European airlines and airports can expect to boost profits this summer, but the threat of more turbulence involving flight cancellations and chaos at airports still looms large, a ratings firm has warned.
DBRS Morningstar, which assesses the corporate performance of airlines and airport operators, said aviation is facing tailwinds for their peak and profitable months, "with financial performance so far in 2023 beating expectations and a strong summer season of earnings coming".
But, in a report, "Global Aviation Sector Yet to Clear All Runways for Smooth Summer 2023", the ratings firm has warned there was no guarantee that airports had sorted out the staffing crisis that forced some European operators to introduce ceilings on the number of flights they would handle as services on the ground fell into chaos.

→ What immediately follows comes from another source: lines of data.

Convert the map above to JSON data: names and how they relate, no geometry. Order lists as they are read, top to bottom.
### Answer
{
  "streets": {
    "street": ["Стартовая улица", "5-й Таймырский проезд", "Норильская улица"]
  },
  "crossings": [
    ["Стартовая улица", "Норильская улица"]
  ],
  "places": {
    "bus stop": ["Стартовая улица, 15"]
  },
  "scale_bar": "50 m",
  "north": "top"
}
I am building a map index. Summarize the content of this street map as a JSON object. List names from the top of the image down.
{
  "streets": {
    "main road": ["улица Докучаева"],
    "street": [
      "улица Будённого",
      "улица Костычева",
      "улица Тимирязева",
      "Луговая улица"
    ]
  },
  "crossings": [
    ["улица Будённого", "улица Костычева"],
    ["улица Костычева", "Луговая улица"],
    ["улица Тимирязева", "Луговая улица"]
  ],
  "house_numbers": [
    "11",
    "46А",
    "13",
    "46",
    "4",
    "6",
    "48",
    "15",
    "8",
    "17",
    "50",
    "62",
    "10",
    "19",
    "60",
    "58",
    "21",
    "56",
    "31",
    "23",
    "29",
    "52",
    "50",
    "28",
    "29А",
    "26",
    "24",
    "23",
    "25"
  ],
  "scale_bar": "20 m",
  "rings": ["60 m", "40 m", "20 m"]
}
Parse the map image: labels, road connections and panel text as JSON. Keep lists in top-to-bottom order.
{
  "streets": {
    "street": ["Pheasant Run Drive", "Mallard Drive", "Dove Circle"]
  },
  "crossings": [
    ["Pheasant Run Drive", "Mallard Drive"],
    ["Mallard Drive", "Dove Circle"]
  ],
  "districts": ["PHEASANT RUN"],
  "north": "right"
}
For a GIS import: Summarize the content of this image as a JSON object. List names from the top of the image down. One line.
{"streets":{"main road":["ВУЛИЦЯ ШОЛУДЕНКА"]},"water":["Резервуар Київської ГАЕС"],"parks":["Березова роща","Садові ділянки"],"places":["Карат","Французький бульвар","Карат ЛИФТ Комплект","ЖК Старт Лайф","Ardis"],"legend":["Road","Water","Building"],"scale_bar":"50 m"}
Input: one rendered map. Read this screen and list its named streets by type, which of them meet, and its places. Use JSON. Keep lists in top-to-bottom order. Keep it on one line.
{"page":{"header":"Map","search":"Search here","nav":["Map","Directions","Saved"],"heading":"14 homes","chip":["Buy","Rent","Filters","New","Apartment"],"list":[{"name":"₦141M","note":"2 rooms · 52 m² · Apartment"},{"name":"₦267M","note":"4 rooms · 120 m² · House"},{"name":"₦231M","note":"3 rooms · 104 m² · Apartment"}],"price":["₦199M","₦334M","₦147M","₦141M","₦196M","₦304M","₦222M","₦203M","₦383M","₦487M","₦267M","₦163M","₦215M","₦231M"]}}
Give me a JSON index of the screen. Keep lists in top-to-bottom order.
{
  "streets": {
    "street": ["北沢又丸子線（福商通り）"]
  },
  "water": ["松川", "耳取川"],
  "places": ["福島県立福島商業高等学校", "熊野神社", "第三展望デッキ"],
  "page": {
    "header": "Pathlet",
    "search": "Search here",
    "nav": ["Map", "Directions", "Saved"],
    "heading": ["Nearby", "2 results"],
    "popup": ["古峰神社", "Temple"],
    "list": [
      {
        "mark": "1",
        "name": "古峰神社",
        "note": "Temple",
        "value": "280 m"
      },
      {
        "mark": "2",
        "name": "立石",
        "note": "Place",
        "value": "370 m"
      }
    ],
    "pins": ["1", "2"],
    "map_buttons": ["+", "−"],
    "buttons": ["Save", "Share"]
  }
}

"Long lines at security checkpoints and mishandled baggage were often observed at major international airports in 2022. Since the very underwhelming operating performance during last year’s peak summer season, airlines and airports globally have been actively bolstering their operations," DBRS said.
For this summer, "North America and Europe are expected to experience the most notable disruptions, with the woeful New York airports' performance leaving a mark on the former, while stressed labour relations should buffet the latter," it said.
"The Asia-Pacific Region seems best prepared to handle surging air travel demand," according to the report.
“We believe that overall for the summer 2023 air travel season, surging demand will lead to very favourable financial results for global airlines and airports, which ultimately will be supportive of current credit ratings,” said Rohit Kumar, assistant vice president, at DBRS.
“However, the operational performance in the summer 2023 season will show how far the aviation sector itself needs to travel before claiming to have fully recovered," he said.
The report comes as the share prices of European airlines have, in general, anticipated a huge uplift in earnings this year. But the share price gains would be seriously threatened should there be a large number of cancellations, for whatever reason, this summer.
Ryanair is looking to drive its profits to record levels in its current 2023-2024 financial year, while the revenues generated by IAG, — the owner of Aer Lingus, British Airways, Vueling, and Iberia — have also risen this year. Ryanair shares have climbed 37% since the start of the year. IAG shares have risen 29% over the same period.
Meanwhile, Ryanair-rival Wizz Air said it has hired more staff to help prevent any repeat of the chaos it faced last summer.
“I don’t think this summer is going to be perfect in terms of the operating environment,” said chief executive Jozsef Varadi. “But we will be a lot more resilient, a lot more robust in processing all those issues affecting us.”